WOWZERS!: Make a bed of the rinsed green leaves and top with the sweet chilli cucumber salad. Side with the creamy sweet potato and the fishcakes. Sprinkle over the remaining dill and mint. Yum, Chef! FISHCAKE FRENZY: When the sweet potato has 5-7 minutes remaining, place a pan over a medium-high heat with enough oil to cover the base. When hot, fry the crumbed fishcakes for 2-3 minutes per side until golden and crisp (don't worry, they are precooked). Remove from the pan on completion, season, and drain on paper towel. PICKLE MOMENT: In a bowl, add the vinegar, 10ml of a sweetener of choice, and 20ml of water. Mix until the sweetener is fully dissolved. Add the sliced onion, toss until fully coated, and set aside to pickle. SWEET SENSATION: Boil the kettle. Place a pot over a medium-high heat with 3-4cm of boiling water covering the base. Once steaming, place the sweet potato pieces in a colander over the pot. Cover and allow to steam for 15-20 minutes until cooked through and soft. Alternatively, use a steamer if you have one. SALAD STEP: When the sweet potato is done, place in a bowl. Add the creamy mayo, ½ the chopped dill, and seasoning. Mix until fully combined and set aside. Drain and discard the pickling liquid from the onions. Place the sweet chilli in a bowl and loosen with a splash of water or oil. Add the drained pickled onions, the cucumber chunks, ½ the picked mint, and seasoning. Mix until fully combined.

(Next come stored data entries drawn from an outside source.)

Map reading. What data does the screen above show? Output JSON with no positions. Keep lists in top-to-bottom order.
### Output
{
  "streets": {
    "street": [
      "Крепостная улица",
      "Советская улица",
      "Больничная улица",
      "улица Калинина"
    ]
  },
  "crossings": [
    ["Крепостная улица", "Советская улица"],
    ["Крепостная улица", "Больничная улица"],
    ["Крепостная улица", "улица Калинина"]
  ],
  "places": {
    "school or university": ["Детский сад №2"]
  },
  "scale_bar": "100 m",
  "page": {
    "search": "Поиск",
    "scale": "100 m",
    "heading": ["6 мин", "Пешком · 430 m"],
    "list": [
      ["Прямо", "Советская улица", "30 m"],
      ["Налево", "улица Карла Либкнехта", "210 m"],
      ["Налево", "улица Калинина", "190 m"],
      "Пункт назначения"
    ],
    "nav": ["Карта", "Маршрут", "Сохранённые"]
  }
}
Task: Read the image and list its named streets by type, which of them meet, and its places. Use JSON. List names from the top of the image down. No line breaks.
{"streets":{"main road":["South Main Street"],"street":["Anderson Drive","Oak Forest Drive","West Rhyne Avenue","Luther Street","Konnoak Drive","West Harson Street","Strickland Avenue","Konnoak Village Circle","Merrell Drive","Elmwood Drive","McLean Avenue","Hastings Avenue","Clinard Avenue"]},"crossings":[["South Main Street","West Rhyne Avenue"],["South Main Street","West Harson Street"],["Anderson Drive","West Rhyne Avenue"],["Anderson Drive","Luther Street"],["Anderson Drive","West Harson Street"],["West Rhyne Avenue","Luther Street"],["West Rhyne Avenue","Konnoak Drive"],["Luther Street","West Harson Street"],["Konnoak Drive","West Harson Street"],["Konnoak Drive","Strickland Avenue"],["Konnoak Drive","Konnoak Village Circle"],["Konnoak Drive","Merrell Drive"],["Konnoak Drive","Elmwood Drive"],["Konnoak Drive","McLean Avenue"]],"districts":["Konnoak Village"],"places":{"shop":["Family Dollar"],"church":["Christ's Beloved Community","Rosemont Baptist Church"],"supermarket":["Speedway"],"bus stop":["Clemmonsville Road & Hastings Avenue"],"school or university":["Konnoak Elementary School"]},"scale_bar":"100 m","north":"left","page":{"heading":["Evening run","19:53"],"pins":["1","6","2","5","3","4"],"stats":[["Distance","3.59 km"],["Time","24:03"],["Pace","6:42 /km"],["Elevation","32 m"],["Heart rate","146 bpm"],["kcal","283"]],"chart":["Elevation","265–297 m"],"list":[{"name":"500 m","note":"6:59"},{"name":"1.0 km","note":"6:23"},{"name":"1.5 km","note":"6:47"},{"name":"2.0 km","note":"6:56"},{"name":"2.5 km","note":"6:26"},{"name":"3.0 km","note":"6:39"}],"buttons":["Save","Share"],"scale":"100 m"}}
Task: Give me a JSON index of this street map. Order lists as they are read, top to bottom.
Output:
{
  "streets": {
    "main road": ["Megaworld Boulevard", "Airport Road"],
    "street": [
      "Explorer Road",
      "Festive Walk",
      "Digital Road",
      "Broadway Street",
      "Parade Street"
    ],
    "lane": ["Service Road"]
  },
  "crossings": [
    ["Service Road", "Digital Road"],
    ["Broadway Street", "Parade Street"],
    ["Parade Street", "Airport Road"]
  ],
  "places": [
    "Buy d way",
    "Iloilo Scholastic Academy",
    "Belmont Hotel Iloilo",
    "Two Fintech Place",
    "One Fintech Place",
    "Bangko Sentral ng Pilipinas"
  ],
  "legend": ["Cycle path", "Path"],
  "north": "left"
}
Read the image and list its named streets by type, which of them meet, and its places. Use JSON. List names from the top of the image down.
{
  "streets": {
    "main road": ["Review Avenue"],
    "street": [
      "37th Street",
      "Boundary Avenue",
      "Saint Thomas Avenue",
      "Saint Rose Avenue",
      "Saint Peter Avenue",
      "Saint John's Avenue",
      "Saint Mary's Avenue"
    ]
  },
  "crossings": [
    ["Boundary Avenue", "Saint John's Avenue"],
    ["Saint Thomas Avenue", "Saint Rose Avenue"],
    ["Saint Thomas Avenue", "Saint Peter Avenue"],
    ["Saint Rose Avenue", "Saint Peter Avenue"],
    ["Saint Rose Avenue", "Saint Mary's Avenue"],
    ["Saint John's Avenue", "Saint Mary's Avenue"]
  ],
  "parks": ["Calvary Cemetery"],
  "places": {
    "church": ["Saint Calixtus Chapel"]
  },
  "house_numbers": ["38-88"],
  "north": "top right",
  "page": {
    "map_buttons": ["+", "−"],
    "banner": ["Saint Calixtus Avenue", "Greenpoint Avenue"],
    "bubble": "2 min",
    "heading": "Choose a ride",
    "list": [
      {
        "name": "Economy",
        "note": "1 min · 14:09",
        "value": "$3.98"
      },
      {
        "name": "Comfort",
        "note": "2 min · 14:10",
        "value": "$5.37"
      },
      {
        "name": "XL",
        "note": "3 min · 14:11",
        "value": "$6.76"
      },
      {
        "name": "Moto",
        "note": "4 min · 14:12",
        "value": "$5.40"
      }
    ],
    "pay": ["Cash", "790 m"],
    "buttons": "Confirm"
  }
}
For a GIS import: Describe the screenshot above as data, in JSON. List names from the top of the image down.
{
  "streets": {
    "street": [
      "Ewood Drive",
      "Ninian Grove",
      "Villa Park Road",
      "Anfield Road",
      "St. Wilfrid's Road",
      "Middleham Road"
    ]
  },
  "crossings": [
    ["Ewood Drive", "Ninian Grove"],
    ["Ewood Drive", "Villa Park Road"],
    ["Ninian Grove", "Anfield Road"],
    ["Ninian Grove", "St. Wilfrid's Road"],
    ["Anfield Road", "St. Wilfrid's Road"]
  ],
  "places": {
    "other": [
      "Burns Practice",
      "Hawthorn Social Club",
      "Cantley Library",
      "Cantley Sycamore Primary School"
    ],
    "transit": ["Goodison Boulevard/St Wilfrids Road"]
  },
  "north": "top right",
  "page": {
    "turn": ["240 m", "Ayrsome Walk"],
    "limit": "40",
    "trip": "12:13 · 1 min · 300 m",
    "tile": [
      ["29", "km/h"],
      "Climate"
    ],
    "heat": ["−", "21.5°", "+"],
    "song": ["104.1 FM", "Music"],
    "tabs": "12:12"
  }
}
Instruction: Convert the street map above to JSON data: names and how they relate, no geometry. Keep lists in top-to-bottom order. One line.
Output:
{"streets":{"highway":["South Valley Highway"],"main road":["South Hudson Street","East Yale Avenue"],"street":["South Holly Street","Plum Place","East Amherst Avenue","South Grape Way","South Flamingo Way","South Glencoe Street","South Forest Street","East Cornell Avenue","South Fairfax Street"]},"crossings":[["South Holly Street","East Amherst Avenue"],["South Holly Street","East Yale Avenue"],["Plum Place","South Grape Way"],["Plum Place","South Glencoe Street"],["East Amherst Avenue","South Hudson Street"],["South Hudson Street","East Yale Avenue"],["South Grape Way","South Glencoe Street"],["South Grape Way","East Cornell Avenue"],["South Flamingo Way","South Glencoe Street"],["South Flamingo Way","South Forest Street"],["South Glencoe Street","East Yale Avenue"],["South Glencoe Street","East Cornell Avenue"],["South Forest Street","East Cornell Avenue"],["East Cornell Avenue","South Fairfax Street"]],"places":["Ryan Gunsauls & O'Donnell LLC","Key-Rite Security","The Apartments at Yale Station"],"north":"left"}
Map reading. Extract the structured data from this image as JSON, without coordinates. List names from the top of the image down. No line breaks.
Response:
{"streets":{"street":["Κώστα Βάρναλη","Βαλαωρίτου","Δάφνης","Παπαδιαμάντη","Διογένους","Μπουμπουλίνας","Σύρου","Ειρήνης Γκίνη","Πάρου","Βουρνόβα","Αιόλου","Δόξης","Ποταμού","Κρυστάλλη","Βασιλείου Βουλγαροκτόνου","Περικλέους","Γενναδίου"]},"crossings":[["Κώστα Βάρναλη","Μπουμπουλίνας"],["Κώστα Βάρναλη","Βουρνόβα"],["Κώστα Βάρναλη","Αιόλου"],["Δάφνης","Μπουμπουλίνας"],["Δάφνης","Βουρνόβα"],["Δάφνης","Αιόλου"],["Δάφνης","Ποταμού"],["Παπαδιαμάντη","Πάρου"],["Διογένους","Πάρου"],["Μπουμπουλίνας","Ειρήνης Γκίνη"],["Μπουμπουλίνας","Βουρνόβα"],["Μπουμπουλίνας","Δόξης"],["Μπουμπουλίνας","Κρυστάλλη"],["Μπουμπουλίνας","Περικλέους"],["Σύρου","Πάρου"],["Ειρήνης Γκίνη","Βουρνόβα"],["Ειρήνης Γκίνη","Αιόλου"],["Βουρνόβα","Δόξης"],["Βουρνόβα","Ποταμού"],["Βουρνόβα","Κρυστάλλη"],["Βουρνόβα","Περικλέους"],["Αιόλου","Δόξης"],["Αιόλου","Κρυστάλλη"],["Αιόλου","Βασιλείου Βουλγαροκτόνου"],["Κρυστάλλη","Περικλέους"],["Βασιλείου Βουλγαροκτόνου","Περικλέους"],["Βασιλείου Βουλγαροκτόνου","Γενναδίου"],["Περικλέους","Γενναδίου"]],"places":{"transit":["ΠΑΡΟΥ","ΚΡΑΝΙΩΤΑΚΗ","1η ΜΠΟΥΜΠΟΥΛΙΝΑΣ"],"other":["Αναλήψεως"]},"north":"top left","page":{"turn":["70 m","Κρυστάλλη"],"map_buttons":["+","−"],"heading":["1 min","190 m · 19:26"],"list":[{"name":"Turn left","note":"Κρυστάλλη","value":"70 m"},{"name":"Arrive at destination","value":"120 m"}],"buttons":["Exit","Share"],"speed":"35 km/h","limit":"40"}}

What should be prepared from my kitchen to make Crumbed Fishcakes & Cucumber Salad?
Creamy Mayo, Cucumber, Dill, Fish, Fresh Mint, Green Leaves, Red Onion, Salmon Crumbed Fishcakes, Sweet Chilli Sauce, Sweet Potato, White Wine Vinegar
How many calories does Crumbed Fishcakes & Cucumber Salad have?
1013 calories
How much fat content does Crumbed Fishcakes & Cucumber Salad have?